### PROBLEM STATEMENT
Your answer should contain every line of the records, transcribed word for word.

### TASK DATA
-.-.-

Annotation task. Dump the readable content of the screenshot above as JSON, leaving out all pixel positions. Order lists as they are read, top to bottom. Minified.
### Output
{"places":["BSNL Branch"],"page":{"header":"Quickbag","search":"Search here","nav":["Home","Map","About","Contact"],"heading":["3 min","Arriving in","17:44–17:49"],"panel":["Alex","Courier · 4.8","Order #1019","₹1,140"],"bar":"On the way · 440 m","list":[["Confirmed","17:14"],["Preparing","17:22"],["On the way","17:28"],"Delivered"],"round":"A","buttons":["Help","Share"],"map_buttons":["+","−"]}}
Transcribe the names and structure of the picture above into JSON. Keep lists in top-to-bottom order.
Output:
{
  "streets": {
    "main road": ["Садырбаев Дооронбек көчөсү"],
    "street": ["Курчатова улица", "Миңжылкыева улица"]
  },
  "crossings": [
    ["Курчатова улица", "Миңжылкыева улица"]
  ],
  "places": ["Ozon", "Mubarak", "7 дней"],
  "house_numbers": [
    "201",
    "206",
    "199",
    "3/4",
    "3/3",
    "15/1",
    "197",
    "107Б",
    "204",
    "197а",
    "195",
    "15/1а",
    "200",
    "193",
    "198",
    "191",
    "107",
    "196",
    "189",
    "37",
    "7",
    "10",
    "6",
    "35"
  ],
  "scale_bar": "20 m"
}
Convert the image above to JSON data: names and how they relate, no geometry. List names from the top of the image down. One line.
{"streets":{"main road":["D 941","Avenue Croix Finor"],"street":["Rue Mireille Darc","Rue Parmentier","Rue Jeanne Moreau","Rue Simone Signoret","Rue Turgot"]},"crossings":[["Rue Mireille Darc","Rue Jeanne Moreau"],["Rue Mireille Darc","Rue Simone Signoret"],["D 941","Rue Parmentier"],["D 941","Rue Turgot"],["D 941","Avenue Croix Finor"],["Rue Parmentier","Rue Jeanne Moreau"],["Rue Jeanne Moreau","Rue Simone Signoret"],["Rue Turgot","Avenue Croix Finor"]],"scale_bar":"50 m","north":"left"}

-.-.-

### OUTPUT FOR THIS EXERCISE
Annotation task. Dump the readable content of the screenshot above as JSON, leaving out all pixel positions. Order lists as they are read, top to bottom. Minified.
### Output
{"places":["BSNL Branch"],"page":{"header":"Quickbag","search":"Search here","nav":["Home","Map","About","Contact"],"heading":["3 min","Arriving in","17:44–17:49"],"panel":["Alex","Courier · 4.8","Order #1019","₹1,140"],"bar":"On the way · 440 m","list":[["Confirmed","17:14"],["Preparing","17:22"],["On the way","17:28"],"Delivered"],"round":"A","buttons":["Help","Share"],"map_buttons":["+","−"]}}
Transcribe the names and structure of the picture above into JSON. Keep lists in top-to-bottom order.
Output:
{
  "streets": {
    "main road": ["Садырбаев Дооронбек көчөсү"],
    "street": ["Курчатова улица", "Миңжылкыева улица"]
  },
  "crossings": [
    ["Курчатова улица", "Миңжылкыева улица"]
  ],
  "places": ["Ozon", "Mubarak", "7 дней"],
  "house_numbers": [
    "201",
    "206",
    "199",
    "3/4",
    "3/3",
    "15/1",
    "197",
    "107Б",
    "204",
    "197а",
    "195",
    "15/1а",
    "200",
    "193",
    "198",
    "191",
    "107",
    "196",
    "189",
    "37",
    "7",
    "10",
    "6",
    "35"
  ],
  "scale_bar": "20 m"
}
Convert the image above to JSON data: names and how they relate, no geometry. List names from the top of the image down. One line.
{"streets":{"main road":["D 941","Avenue Croix Finor"],"street":["Rue Mireille Darc","Rue Parmentier","Rue Jeanne Moreau","Rue Simone Signoret","Rue Turgot"]},"crossings":[["Rue Mireille Darc","Rue Jeanne Moreau"],["Rue Mireille Darc","Rue Simone Signoret"],["D 941","Rue Parmentier"],["D 941","Rue Turgot"],["D 941","Avenue Croix Finor"],["Rue Parmentier","Rue Jeanne Moreau"],["Rue Jeanne Moreau","Rue Simone Signoret"],["Rue Turgot","Avenue Croix Finor"]],"scale_bar":"50 m","north":"left"}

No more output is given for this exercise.